Pickets at UC Santa Cruz
At UC Santa Cruz, several hundred strikers took part in a picket line at the base of campus. They were joined later by about 100 students, who marched a mile and a half from a university encampment at Quarry Plaza that has been held for more than a week.
Strikers who spoke with the World Socialist Web Site expressed a general distrust of the UAW bureaucracy, including UAW President Shawn Fain. One described Fain as a “class traitor.” Another said, “we don’t care about him or what he has to say.”
A third-year undergrad student who attended in support told the WSWS that he felt the genocide was “all due to capitalism, and nothing short of ending it will address the issues.”
Another striker had participated in the 2020 wildcat strikes at UCSC over cost-of-living adjustments. He disagreed that the method of limiting the strike to a few campuses was appropriate and agreed with the need for a UC-wide strike.
An international student expressed puzzlement at the decision to call out just one campus and wondered whether this was just how strikes normally worked in the United States. He was shocked to learn how a similar “standup strike” was used to ram through a sellout contract last year in the auto industry, which is now being used to lay off thousands.
Asked his opinion on the UC administration’s argument before the Public Employee Relations Board (PERB) to get the strike banned, citing the danger of a precedent set by such a political strike, he paused for a moment and then said:
This is a very good question. Because this means that if this is allowed, workers would demand systemic change.
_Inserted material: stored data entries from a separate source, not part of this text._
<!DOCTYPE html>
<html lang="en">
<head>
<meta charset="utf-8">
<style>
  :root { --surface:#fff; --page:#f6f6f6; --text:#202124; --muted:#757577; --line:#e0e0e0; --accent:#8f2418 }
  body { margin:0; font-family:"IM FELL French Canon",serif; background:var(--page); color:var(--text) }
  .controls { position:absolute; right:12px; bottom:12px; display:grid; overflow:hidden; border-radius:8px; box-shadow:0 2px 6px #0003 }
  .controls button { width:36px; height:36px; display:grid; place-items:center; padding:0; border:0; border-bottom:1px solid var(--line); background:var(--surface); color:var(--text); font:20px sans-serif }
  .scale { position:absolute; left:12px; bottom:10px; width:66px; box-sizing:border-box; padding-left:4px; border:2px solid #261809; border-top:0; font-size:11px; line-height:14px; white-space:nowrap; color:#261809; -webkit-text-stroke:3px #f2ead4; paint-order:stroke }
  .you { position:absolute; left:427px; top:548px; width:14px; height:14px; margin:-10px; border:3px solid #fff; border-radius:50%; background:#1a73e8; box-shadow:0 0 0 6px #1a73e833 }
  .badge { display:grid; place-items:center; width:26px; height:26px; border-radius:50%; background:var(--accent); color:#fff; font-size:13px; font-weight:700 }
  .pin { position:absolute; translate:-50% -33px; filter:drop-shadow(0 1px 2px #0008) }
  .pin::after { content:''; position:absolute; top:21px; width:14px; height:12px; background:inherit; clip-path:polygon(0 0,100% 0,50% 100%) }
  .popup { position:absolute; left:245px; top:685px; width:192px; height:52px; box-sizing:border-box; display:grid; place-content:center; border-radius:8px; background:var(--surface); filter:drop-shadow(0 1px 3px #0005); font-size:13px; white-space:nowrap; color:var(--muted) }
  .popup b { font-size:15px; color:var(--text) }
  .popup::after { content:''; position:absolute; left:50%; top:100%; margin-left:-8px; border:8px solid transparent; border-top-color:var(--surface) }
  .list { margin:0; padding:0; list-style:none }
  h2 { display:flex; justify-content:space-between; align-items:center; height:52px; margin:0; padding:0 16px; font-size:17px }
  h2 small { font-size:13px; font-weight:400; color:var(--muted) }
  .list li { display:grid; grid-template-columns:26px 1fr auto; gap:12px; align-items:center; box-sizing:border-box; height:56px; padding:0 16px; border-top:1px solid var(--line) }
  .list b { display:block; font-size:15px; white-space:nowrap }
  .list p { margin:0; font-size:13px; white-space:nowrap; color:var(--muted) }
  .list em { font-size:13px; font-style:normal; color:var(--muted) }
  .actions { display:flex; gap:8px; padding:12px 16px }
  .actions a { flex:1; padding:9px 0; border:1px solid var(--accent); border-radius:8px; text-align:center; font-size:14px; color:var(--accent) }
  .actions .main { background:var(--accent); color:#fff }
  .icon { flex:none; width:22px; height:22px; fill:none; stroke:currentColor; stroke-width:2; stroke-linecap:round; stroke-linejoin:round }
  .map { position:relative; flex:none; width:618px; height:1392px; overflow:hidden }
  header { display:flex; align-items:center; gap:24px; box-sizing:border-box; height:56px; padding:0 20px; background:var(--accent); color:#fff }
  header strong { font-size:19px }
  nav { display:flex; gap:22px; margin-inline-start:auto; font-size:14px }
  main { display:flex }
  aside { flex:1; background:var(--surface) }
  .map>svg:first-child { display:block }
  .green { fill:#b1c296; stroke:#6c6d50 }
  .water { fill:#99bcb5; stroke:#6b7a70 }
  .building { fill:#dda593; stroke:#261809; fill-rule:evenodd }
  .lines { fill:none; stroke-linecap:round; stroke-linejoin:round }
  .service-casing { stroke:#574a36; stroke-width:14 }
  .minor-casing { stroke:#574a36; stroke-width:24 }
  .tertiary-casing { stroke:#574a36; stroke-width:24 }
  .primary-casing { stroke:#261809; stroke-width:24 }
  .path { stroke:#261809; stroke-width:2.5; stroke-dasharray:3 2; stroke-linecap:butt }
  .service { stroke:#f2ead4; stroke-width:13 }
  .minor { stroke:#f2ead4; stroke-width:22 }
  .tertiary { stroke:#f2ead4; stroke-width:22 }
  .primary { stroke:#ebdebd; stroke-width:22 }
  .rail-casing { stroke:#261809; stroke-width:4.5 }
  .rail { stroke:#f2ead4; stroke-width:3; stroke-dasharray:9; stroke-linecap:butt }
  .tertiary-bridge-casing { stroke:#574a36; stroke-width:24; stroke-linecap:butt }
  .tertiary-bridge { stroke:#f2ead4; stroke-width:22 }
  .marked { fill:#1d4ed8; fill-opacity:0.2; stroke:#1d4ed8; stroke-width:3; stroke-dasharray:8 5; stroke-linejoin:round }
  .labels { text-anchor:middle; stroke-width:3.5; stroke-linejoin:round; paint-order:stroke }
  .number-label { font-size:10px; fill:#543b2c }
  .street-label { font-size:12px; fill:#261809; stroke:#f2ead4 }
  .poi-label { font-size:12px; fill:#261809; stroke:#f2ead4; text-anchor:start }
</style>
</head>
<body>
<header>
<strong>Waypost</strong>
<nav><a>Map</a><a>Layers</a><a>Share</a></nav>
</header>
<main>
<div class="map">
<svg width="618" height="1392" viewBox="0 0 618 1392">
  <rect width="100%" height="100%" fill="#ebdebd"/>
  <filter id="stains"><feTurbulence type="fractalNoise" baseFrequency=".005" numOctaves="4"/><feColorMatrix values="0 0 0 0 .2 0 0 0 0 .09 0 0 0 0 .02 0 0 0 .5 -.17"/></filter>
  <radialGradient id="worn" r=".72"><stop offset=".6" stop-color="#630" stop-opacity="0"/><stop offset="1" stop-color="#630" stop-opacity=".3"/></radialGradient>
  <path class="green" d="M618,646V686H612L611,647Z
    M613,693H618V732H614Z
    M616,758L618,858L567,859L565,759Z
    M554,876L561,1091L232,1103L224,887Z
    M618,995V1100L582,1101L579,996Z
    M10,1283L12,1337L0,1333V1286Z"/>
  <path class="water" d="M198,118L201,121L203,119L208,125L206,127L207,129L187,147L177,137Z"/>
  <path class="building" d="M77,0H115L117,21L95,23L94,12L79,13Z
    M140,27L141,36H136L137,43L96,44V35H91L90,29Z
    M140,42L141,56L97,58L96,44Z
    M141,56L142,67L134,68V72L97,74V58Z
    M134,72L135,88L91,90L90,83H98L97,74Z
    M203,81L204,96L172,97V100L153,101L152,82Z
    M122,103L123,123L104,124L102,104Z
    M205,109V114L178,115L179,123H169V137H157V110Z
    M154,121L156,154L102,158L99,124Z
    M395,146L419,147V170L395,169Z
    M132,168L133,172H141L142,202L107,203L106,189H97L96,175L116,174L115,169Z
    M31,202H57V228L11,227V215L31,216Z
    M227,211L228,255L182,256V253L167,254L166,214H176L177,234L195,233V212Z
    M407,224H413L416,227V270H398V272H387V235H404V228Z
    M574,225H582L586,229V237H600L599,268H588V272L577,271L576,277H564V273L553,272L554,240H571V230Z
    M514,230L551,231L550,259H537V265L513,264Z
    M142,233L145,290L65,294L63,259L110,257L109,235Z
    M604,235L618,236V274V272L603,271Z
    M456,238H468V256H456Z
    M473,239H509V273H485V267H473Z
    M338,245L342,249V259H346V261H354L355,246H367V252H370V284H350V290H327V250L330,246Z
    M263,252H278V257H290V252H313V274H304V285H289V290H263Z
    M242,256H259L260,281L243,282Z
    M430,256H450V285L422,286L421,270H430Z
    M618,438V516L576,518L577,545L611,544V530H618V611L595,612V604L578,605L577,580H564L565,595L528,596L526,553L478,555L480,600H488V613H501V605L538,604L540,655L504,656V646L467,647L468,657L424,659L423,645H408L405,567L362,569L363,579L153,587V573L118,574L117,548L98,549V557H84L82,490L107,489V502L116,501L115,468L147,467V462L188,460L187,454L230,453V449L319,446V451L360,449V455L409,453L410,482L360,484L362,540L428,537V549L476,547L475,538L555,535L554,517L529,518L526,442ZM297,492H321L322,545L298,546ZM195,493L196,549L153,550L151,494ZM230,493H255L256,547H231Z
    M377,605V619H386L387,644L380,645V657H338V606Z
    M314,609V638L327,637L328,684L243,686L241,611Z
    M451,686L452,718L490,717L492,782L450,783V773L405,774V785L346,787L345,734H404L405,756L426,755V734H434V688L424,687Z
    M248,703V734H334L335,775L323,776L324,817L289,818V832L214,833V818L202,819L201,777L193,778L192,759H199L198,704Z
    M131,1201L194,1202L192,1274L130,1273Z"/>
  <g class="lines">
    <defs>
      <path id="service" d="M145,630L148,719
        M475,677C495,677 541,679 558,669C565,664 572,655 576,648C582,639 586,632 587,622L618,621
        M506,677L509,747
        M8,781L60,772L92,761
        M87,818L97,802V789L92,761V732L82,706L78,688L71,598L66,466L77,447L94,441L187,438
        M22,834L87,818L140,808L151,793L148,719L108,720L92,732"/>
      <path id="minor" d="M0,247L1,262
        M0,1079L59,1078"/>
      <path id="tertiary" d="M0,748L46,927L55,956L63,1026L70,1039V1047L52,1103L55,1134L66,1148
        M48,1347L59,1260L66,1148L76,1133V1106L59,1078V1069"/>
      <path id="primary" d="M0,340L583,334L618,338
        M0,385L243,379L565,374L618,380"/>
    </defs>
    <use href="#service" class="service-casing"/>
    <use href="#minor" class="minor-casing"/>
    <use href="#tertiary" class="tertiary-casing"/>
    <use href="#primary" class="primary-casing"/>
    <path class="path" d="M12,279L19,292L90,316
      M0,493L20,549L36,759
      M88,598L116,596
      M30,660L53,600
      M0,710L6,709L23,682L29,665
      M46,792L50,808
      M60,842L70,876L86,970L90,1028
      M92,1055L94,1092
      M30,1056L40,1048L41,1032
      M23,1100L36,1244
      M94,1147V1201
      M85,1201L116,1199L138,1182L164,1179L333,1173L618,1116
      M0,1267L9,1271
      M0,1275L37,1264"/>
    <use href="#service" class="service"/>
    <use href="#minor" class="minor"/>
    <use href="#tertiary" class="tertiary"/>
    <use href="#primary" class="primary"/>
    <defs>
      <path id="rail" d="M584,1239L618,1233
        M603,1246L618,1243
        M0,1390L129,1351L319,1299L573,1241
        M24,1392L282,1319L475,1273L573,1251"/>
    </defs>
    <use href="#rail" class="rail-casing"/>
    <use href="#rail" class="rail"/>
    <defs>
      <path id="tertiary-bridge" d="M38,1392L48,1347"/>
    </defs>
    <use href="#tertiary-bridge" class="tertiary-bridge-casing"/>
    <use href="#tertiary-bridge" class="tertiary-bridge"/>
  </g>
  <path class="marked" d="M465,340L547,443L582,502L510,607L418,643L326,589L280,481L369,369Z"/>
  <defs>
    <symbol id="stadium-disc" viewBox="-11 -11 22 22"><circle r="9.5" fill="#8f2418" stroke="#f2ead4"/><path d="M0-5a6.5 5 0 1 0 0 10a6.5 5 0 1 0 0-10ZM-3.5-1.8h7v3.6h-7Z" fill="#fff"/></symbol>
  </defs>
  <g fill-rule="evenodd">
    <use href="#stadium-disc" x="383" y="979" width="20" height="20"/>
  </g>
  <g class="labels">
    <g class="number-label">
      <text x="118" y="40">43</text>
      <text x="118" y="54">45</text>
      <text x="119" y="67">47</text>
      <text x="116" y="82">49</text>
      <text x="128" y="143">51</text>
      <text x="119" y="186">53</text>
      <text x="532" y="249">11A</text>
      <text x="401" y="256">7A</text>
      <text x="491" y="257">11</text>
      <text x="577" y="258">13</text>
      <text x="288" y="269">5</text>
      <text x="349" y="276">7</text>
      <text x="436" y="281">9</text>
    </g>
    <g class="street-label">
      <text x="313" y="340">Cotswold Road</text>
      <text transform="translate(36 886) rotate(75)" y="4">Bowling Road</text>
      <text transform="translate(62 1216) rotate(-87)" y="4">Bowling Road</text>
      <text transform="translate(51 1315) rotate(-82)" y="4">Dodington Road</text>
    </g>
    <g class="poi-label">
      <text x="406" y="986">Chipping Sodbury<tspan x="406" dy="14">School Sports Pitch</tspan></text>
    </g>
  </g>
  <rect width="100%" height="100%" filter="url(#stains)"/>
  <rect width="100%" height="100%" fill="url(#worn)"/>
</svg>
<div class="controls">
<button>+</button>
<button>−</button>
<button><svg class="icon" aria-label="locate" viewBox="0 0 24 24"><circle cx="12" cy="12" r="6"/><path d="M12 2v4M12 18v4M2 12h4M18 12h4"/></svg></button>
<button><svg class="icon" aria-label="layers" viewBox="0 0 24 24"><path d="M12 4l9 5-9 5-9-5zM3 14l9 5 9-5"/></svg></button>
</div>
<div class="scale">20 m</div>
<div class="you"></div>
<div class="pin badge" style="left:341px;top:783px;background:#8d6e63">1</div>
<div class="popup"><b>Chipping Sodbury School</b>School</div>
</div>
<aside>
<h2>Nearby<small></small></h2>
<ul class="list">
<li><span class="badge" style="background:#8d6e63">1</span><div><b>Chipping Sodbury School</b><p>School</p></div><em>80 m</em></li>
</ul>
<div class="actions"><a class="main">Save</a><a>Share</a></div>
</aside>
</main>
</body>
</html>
Protests grow in spite of continuing crackdown
Demands for broader action are only growing as capitalist politicians, administrators and police double down on their assaults nationwide. Following a raid and arrests attacking the encampment at UC Irvine last week, on Friday night a dozen people were arrested at the UC Berkeley encampment. The SJP has said that bail for the students was set at a vindictive $120,000 each.
This is only the tip of the iceberg. The SJP confirmed on social media Monday that despite an agreement with the arrested student protesters at Harvard, 12 students will be prevented from graduating.
Meanwhile, protests and encampments are continuing to grow. On Sunday, 10,000 people rallied at the state Capitol in Austin, Texas despite attempts to de facto ban the protest by closing the Capitol grounds. On Monday, the erection of an encampment in Bucharest, Romania was celebrated globally on social media by tens of thousands.
Healthcare workers speak out
There is growing support for the protests in the working class. A healthcare worker at UC San Diego Health told the WSWS:
I was in Afghanistan, and I saw what happened to women and children there. What is taking place in Gaza is absolutely horrible. Women and children under rubble, citizens constantly bombarded. Why can’t they just stop this? I hate war and am opposed to what the US is supporting in Israel.
He added:
The students have every right to protest. They are exercising their First Amendment rights. There was no reason for the response by the university and police that they got. I defend their right to protest.
Responding to the claim that opposing the genocide in Gaza is “antisemitic,” he said:
No, I don’t agree with that. These protesters are trying to express their opposition to war. They oppose genocide. Simple as that. It’s very similar to Vietnam and the protests then. What this is is major opposition to war and US imperialism.
Another healthcare worker said, “I’m disgusted with how the university has responded to the students. They have the right to protest.” She added that she would support a broader strike among workers in their defense, “but it would require that we all come out.”